It is now widely accepted that the government's ambitious pledge to halve child poverty by this year will not be met.
According to latest figures there are still 2.9 million children living in poverty before housing costs are taken into account, around 650,000 short of the government's target.
With recession set to bring wholesale public sector cuts and job losses over the next year, the government's wider pledge of ending child poverty by 2020 is also now in jeopardy.
Despite the disappointment, children's campaigners and social policy experts are urging politicians not to give up on the target.
Kate Stanley, director at think tank Institute for Public Policy Research, says: "Not hitting the 2010 target should not mean we lose focus. If anything current financial problems mean reducing child poverty is more important than ever."
Working poor
While Stanley favours reducing unemployment as a priority, the Joseph Rowntree Foundation says ministers ignore poverty among working families at their peril.

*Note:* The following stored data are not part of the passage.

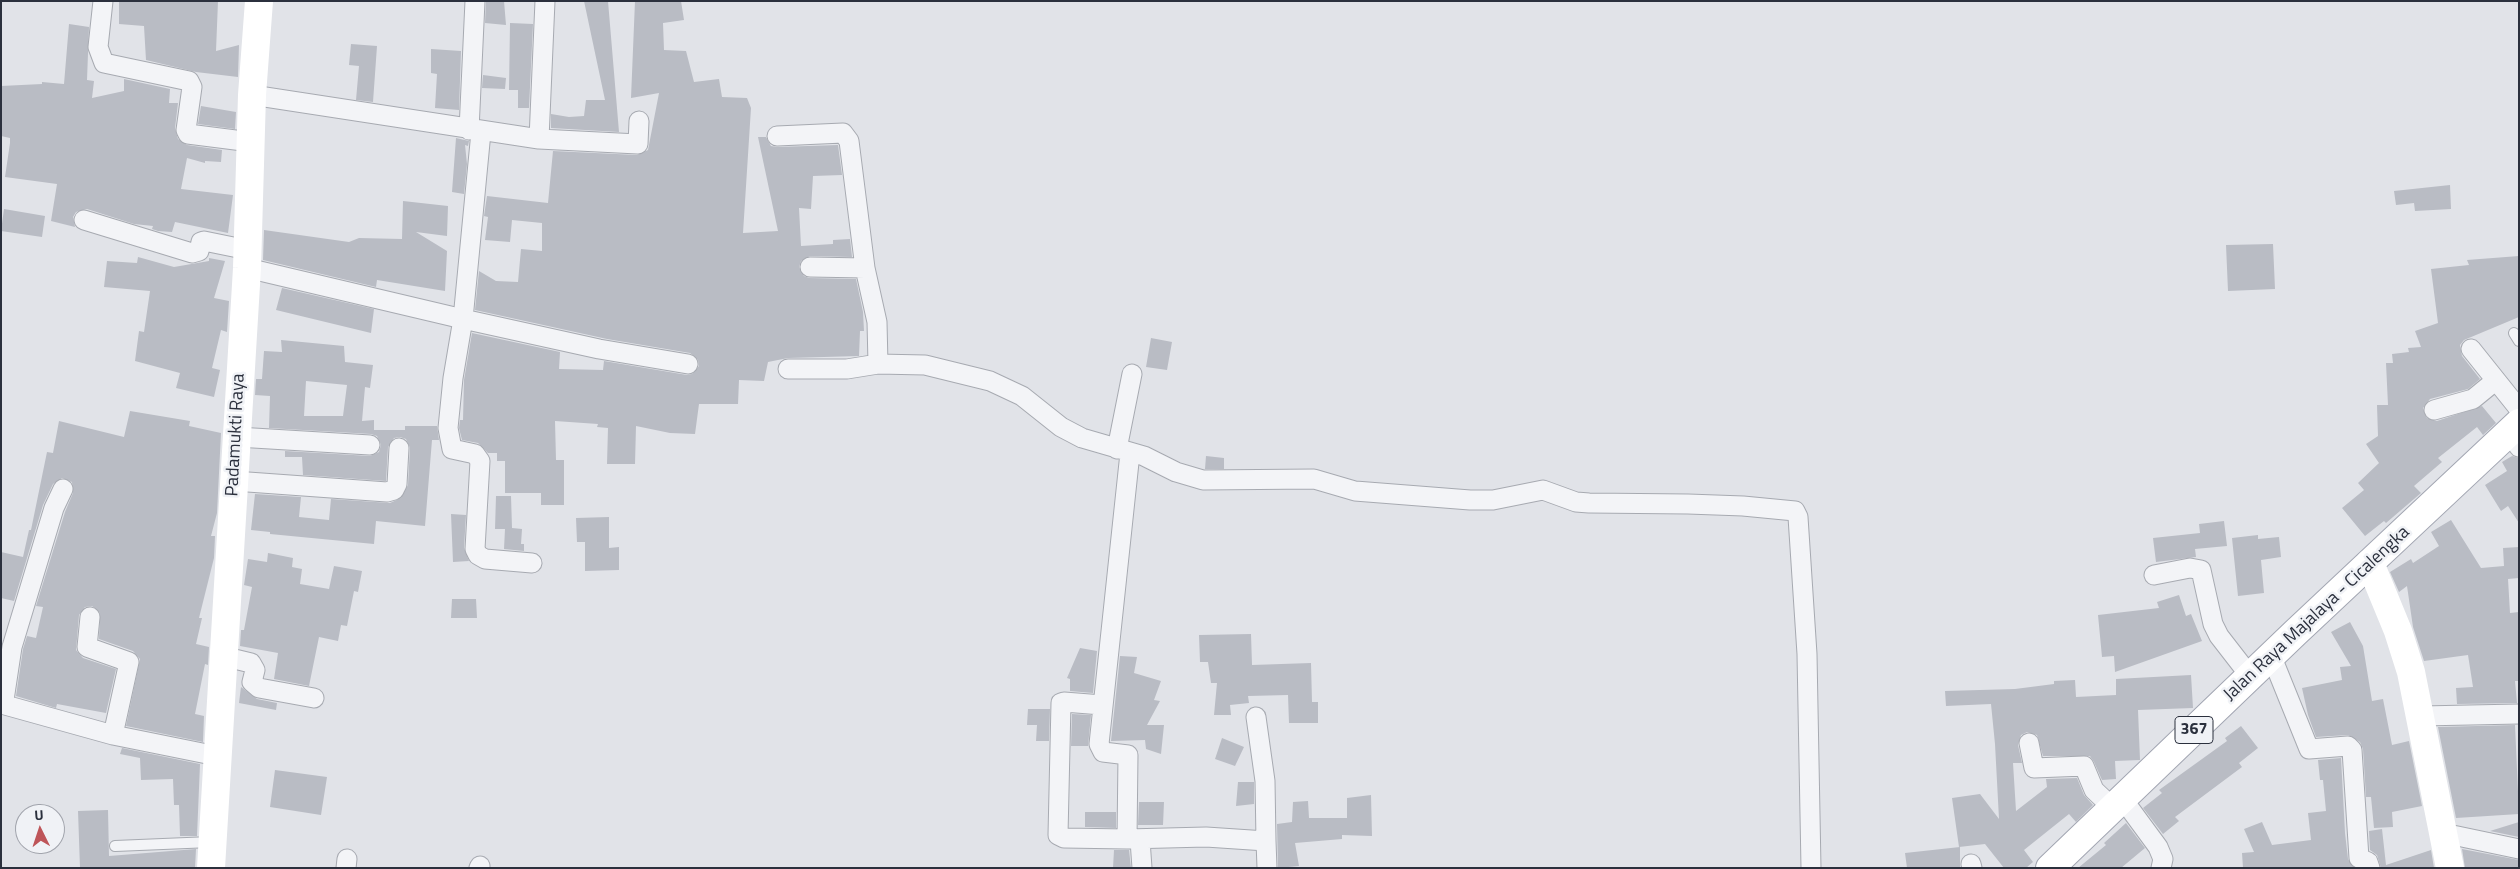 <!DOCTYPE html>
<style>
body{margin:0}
#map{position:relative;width:2520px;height:869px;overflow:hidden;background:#e1e3e8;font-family:"Titillium Web",sans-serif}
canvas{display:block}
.frame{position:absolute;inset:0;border:2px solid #2b303d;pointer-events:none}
.north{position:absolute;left:15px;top:804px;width:50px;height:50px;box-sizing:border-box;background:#f0f2f6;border:1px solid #a1a4ac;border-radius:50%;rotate:356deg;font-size:14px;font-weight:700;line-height:20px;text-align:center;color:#2b303d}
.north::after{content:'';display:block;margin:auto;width:18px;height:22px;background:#be5559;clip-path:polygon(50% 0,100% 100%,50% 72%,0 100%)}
</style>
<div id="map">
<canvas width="2520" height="869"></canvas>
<div class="frame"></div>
<div class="north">U</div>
</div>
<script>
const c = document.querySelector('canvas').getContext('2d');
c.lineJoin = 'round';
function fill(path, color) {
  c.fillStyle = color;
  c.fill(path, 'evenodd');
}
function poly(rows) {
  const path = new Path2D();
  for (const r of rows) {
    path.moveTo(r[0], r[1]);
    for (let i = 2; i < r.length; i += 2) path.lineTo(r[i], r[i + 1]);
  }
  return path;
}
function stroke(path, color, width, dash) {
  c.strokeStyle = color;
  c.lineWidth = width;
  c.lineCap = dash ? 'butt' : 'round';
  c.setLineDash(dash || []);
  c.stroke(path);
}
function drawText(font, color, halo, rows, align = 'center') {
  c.font = font + ' "Titillium Web",sans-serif';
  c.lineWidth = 5;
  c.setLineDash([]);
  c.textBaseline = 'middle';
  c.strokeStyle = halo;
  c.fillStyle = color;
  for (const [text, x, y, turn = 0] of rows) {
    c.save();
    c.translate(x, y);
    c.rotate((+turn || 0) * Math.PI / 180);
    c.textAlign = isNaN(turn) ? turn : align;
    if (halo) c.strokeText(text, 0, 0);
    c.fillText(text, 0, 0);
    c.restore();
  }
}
const building = poly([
 [119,1,218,1,216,51,239,45,238,77,196,72,146,60,144,26,119,24],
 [486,1,504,1,506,25,485,23],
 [584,1,608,1,619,132,551,128,551,114,569,117,584,116,586,100,605,100],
 [635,1,681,1,684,20,663,23,664,50,686,51,694,82,719,79,722,97,747,98,751,108,743,233,778,231,758,137,766,137,771,146,777,147,838,145,842,175,813,176,811,209,799,208,801,246,833,244,833,240,850,239,852,257,810,256,801,261,799,267,804,276,809,278,856,279,863,312,864,331,860,331,859,356,788,358,768,362,764,381,739,380,738,404,699,404,695,434,670,433,636,426,635,464,607,464,608,428,597,427,598,424,555,421,556,460,564,460,564,505,541,505,541,493,505,493,505,461,497,461,497,453,488,453,478,443,462,440,459,428,460,420,463,420,464,380,472,333,560,352,559,369,603,370,604,361,687,375,692,374,699,366,698,360,690,353,607,339,475,310,479,271,496,281,518,282,521,249,542,251,542,223,512,220,510,242,485,240,488,217,484,216,487,196,548,203,553,151,637,155,648,150,659,93,631,98],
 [510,23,533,24,529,108,518,108,518,90,509,90],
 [69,24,89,27,87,80,94,81,92,98,124,91,124,79,170,89,169,103,178,103,175,128,178,139,187,145,222,150,221,162,205,161,205,163,187,158,181,189,233,195,228,233,175,222,172,232,158,231,152,229,153,226,134,224,87,209,76,212,73,217,75,227,51,221,57,184,5,177,10,143,10,138,1,136,1,86,42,84,42,82,64,84],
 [351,44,377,46,373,102,356,100,359,66,349,65],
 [431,49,461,51,459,110,435,108,437,74,431,73],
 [483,75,506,78,505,89,482,88],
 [201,106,236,112,235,129,198,124],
 [456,138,469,141,468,146,465,145,467,164,464,194,452,192],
 [2450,185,2451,209,2415,211,2414,203,2396,205,2394,191],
 [403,201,448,206,447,236,416,232,447,251,445,291,377,280,376,287,263,260,264,230,349,242,359,238,402,239],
 [4,209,45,216,42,237,1,231],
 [2273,244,2275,289,2228,291,2226,245],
 [2519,256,2519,317,2464,340,2460,345,2462,356,2480,379,2468,389,2430,399,2423,408,2427,418,2437,421,2482,406,2496,423,2483,435,2477,427,2438,458,2442,462,2414,486,2421,493,2386,523,2384,521,2365,536,2342,508,2364,490,2358,483,2379,463,2366,444,2378,436,2377,405,2388,405,2386,363,2393,363,2392,354,2409,352,2408,348,2421,347,2415,331,2438,323,2431,269,2469,265,2467,260],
 [138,257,174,267,209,261,209,258,225,261,214,298,229,301,227,332,221,330,212,368,220,370,214,397,176,388,180,373,135,361,139,331,144,332,150,291,104,287,107,261,137,263],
 [282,288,374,309,371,333,276,310],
 [1151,338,1172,342,1167,370,1146,367],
 [281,340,344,346,345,362,373,365,370,388,365,387,362,421,374,420,374,430,405,430,405,426,437,426,439,440,432,440,425,526,376,521,374,544,270,534,270,532,251,530,255,494,301,497,299,517,329,520,331,499,390,503,401,498,408,485,410,448,406,439,400,437,394,438,388,447,386,481,303,475,302,457,285,457,285,451,370,456,379,452,381,445,377,436,371,434,269,428,270,396,255,395,256,379,262,379,264,351,282,352],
 [306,381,347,385,343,416,304,416],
 [130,411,190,421,189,426,221,433,217,513,211,536,215,536,214,558,199,618,202,618,196,644,209,647,208,665,205,664,195,714,204,716,203,742,126,726,140,659,133,651,99,639,100,613,92,606,85,607,79,615,76,650,83,658,116,669,106,713,57,704,56,708,16,696,23,649,27,636,36,638,43,607,36,606,65,512,73,493,72,482,62,478,53,484,43,505,14,601,1,598,1,552,23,557,29,530,31,530,47,452,53,453,59,421,124,437],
 [1206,456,1224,458,1224,469,1205,469],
 [2512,456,2519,458,2519,523,2508,506,2501,511,2485,485,2507,471,2502,462],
 [496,496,511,496,512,528,522,529,521,544,524,544,524,551,504,549,505,529,495,529],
 [451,514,466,515,464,548,469,561,453,562],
 [609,517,609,548,619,547,619,570,585,571,585,542,577,542,576,518],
 [2451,520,2481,568,2504,566,2503,548,2519,547,2519,578,2508,579,2510,613,2519,612,2519,681,2515,681,2517,703,2457,704,2456,688,2473,687,2468,655,2424,661,2413,627,2407,586,2399,592,2390,572,2411,559,2413,563,2439,546,2431,532],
 [2224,521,2227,546,2195,549,2196,557,2156,562,2153,538,2200,533,2199,524],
 [2258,535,2258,539,2279,537,2281,557,2261,560,2264,593,2238,596,2232,538],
 [268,553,293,558,292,567,302,569,300,584,329,589,334,566,362,571,358,592,354,591,347,626,341,625,338,641,319,637,309,686,274,679,278,653,240,646,241,630,244,630,252,587,244,585,248,559,267,562],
 [2179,595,2186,616,2191,614,2202,641,2115,672,2114,656,2102,657,2098,615,2159,608,2157,602],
 [452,599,476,599,477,618,451,618],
 [2350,622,2363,646,2372,701,2383,699,2392,745,2409,741,2422,806,2392,812,2393,827,2374,828,2371,797,2366,797,2363,749,2360,742,2348,735,2316,737,2308,715,2302,688,2342,680,2340,667,2351,666,2331,632],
 [1251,634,1252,665,1311,663,1312,702,1318,702,1318,723,1289,723,1288,695,1248,696,1249,703,1230,705,1231,715,1214,715,1217,683,1211,683,1208,662,1200,662,1199,635],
 [1080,648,1097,651,1093,693,1070,691,1070,679,1067,678],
 [1120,656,1137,657,1134,673,1161,681,1154,700,1160,701,1147,725,1164,725,1161,754,1146,749,1145,740,1111,741],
 [2191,675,2193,708,2138,710,2140,760,2115,761,2116,779,2102,780,2094,762,2090,756,2043,756,2037,735,2027,732,2021,735,2018,745,2022,763,2013,763,2016,811,2047,787,2046,779,2077,778,2084,795,2093,805,2076,822,2069,814,2024,850,2033,862,2026,868,2004,868,1985,844,1959,847,1952,798,1980,794,1999,819,1995,744,1991,704,1946,706,1945,691,2015,689,2054,684,2054,681,2075,680,2076,697,2116,695,2116,679],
 [241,687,257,699,277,703,276,710,239,703],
 [1028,709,1050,709,1049,741,1036,741,1037,725,1027,725],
 [1072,714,1091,715,1088,746,1071,746],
 [2515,725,2519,814,2456,818,2438,727],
 [2241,726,2258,748,2239,763,2242,767,2175,817,2179,821,2163,834,2143,808,2162,793,2159,790,2227,741,2225,738],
 [1222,738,1244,747,1235,766,1215,759],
 [122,748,200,764,197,836,180,836,179,805,174,805,173,779,141,780,140,758,120,754],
 [2341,758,2345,833,2348,859,2354,868,2243,868,2242,853,2254,852,2244,829,2262,822,2272,845,2311,840,2308,813,2326,811,2323,780,2320,780,2318,760],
 [275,770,327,777,321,815,270,807],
 [1238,782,1254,782,1254,804,1236,806],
 [1371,795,1372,836,1342,835,1342,839,1295,843,1299,866,1278,868,1277,824,1292,822,1293,802,1308,801,1309,818,1347,818,1347,798],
 [1139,802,1164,802,1163,825,1138,825],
 [108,810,109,856,196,849,195,868,80,868,78,811],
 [1085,812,1116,812,1116,828,1085,827],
 [2519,822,2519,837,2490,831],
 [2126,823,2145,848,2121,868,2078,868,2106,845,2104,843],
 [2382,829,2386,865,2431,850,2434,868,2381,868,2377,855,2370,850,2369,831],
 [1960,847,1960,868,1907,868,1905,853],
 [2462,849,2519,860,2519,868,2465,868],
 [1114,850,1129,850,1131,868,1113,868]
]);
const lane = poly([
 [2514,333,2519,341],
 [115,846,211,842]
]);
const street = poly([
 [103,1,98,47,104,63,189,81,192,87,186,130,188,134,251,142],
 [252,95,539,139,638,144,639,121],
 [469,130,475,1],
 [777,136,843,133,849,141,865,268],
 [539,139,545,1],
 [84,220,192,253,199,251,201,242,204,241,248,250],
 [810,267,865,268,877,322,878,364],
 [247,268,463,319,481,132],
 [2471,349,2519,409],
 [788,369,847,369,878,364,925,365,990,381,1022,396,1061,427,1082,438,1144,456,1176,472,1203,480,1314,479,1355,491,1470,500,1493,500,1543,490,1576,502,1589,503,1688,504,1743,506,1795,511,1798,517,1807,654,1811,868],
 [2434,410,2473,399,2495,381],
 [2510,432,2519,447],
 [237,437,370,445],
 [1117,449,1132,374],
 [1130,453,1099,744,1103,752,1128,755,1127,839,1206,837,1266,841,1265,781,1256,717],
 [234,481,387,492,394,490,397,484,399,448],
 [63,489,54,508,12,647,4,700,5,705,113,735,217,756],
 [532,563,485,559,478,555,475,549,480,461,475,454,452,449,448,428,453,378,463,319,599,349,688,364],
 [2154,575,2190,568,2201,570,2213,624,2219,636,2250,676],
 [90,617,87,647,129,662,113,735],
 [2271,655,2309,749,2348,746,2352,750,2359,858,2368,862,2370,868],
 [222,656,251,663,255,670,252,682,259,688,314,698],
 [1102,705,1064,702,1061,703,1058,835,1064,838,1127,839],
 [2421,716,2519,714],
 [2029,743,2034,768,2084,766,2094,790,2113,808],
 [2122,798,2158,847,2163,859,2161,868],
 [2443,833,2519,849],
 [1140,840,1142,868],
 [1266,841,1267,868],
 [1971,864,1972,868],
 [346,868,347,859],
 [479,868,480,866]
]);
const secondary = poly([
 [2370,563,2398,631,2411,672,2450,868],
 [211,868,247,268,252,95,259,1]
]);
const primary = poly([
 [2050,868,2295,633,2519,423]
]);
const shields = [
 [2194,730,38]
];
const shieldNames = [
 ["367",2194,730]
];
const streetNames = [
 ["Padamukti Raya",236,435,-87],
 ["Jalan Raya Majalaya - Cicalengka",2317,614,-43]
];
fill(building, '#b9bcc4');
stroke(lane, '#a7aab1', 12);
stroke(street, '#a7aab1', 21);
stroke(primary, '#a2a6b2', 30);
stroke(lane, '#f3f4f7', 10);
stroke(street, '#f3f4f7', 19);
stroke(secondary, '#fff', 28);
stroke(primary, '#fff', 28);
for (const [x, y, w] of shields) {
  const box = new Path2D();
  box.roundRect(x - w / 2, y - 13.5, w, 27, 4);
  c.fillStyle = '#f0f2f6';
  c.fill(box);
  stroke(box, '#2b303d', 1);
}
drawText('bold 16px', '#2b303d', null, shieldNames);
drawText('18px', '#2b303d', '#f0f2f6', streetNames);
</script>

In its 2009 report Monitoring Poverty and Social Exclusion the foundation says the number of children in low income working households was 2.1 million, half a million more than in 2003/04.
Chris Golden, policy and research programme manager at Joseph Rowntree, says: "Many families are finding themselves working fewer hours or not getting the pay rises they would expect. They need help just as much as those out of work."
Improving public understanding of poverty also needs to be a focus for child poverty campaigning during 2010, says Golden.
"There is still an image among the public and the media that some poverty is deserved, that some people are simply being work-shy," he says.
Save £25bn
Samantha Hyde, director of End Child Poverty, also hopes politicians better understand the financial benefits of investing in programmes that tackle child poverty. The charity estimates that eradicating child poverty would save around £25bn.
The Child Poverty Bill, which could become law by April, aims to clarify the 2020 child poverty target and make it a legal duty of government. Among proposed targets for 2020 is to reduce the proportion of children living in low-income families to below 10 per cent. Even though this is a dramatic improvement on the current level of 23 per cent, End Child Poverty believes this does not go far enough.
Councils also need to be doing more in 2010 to reduce child poverty, according to Andrew Cozens, strategic adviser at the Improvement and Development Agency, which last year granted beacon status to councils with a strong focus on addressing child poverty.
He says: "Failure to address it can lead to a generation losing out and experiencing poorer outcomes."
Among those to receive the accolade was Newcastle City Council, which has concentrated on more tailored support for families in poverty. This has included programmes to support teenage fathers and extra financial support for unemployed parents during the first months of starting a new job.
Abby Holder, the council's policy and research officer, says: "We also focus on family education with our schools, offering maths, English and IT classes to parents and also courses about how they can help with their children's education. This helps self-esteem and parents have gone on to further education through this."
Child poverty in the noughties: Rys Farthing looks back at how poverty was dealt with in the past decade.
"The past decade marked something of a watershed in the fight against child poverty. For much of the 1980s and 90s poverty in Britain was rendered invisible by politicians who insisted it was a third-world issue.
Finally, in 1999, the illusion was shattered when Tony Blair declared an end to the shameful reality of child poverty in the UK by 2020.
Reflecting renewed political enthusiasm, the decade started with significant wins. When the pledge was made 4.2 million children were living in poverty, by 2004/05 this had dropped to 3.6 million. A battery of strategies was instrumental to this early success, with a focus on 'work for those who can' and 'security for those who can't'.
A childcare strategy, working tax credits, and welfare to work policies were introduced to get more parents into work, while financial support via child tax credits and child benefits improved the safety net.
The later half of the decade, however, saw a disappointing reversal in earlier gains. There are currently four million children in poverty. We are 650,000 children over the 2010 halfway target.
Children are unnecessarily damaged by poverty and these childhoods cannot be relived when we improve our policy. It also makes poor financial sense; the cost of child poverty is estimated at £25bn per year, while experts argue we could meet the target of £4.2bn per year it will cost to reduce child poverty.
Tackling child poverty requires a focus on both the low incomes that drive families into poverty and the deprivations that children experience. While protecting jobs and removing barriers to work may enable families to move into employment, with in-work poverty at an all time high more needs to be done to create high quality, sustainable jobs. For families where work is not an option, the safety net needs to lift children out of poverty. Current inadequacies, complexities and stigma mean the system fails many families that are reliant on benefits."
- Rys Farthing is policy and research officer at the Child Poverty Action Group.